* WORK INSTRUCTIONS: The response should hold each line from the entries below where "Services" is found.

* SUPPLIED DATA:

»»

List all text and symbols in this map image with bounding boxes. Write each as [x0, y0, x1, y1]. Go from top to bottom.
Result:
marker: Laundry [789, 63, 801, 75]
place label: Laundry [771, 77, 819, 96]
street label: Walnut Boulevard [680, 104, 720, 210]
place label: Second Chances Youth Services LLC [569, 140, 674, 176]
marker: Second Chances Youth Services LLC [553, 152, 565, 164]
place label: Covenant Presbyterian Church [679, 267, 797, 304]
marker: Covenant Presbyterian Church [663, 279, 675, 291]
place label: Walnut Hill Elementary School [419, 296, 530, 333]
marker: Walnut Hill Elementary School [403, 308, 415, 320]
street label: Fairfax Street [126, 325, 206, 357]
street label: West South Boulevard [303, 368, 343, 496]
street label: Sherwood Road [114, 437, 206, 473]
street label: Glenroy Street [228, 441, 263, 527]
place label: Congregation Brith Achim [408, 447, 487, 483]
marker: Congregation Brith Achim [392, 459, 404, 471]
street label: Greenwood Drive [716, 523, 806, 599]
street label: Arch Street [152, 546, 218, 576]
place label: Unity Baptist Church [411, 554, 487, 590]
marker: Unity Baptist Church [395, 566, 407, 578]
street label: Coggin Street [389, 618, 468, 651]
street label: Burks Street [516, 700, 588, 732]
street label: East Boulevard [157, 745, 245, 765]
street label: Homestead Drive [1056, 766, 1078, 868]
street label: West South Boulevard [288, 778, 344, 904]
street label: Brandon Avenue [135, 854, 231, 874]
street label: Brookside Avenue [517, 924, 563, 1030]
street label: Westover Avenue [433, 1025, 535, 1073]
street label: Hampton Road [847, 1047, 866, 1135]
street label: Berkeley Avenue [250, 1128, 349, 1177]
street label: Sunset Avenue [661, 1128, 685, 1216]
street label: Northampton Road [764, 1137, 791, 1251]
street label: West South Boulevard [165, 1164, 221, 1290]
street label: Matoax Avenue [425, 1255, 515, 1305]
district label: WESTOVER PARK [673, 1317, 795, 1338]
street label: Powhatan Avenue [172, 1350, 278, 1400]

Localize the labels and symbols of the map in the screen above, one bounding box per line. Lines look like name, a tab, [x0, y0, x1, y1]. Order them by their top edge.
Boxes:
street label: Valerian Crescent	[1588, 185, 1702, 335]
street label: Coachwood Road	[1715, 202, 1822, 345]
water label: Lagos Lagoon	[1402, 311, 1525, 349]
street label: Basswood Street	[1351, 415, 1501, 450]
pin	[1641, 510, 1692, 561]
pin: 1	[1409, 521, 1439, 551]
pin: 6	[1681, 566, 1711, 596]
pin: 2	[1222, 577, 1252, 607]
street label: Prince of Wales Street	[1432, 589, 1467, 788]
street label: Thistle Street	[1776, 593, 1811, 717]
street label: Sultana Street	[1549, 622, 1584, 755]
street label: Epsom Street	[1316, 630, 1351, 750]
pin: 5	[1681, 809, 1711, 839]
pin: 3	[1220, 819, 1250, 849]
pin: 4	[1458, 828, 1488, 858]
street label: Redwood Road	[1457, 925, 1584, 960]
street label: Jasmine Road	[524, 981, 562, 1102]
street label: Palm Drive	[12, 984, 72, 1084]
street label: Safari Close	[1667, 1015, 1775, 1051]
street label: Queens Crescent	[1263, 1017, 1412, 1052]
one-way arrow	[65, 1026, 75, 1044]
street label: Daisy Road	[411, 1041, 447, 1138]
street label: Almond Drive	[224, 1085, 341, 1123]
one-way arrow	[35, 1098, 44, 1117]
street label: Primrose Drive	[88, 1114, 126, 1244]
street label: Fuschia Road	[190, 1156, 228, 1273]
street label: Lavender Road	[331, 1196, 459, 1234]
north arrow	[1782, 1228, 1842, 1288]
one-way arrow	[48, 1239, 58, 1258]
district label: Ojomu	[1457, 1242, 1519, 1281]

««

* RESULT FOR THIS TASK:
place label: Second Chances Youth Services LLC [569, 140, 674, 176]
marker: Second Chances Youth Services LLC [553, 152, 565, 164]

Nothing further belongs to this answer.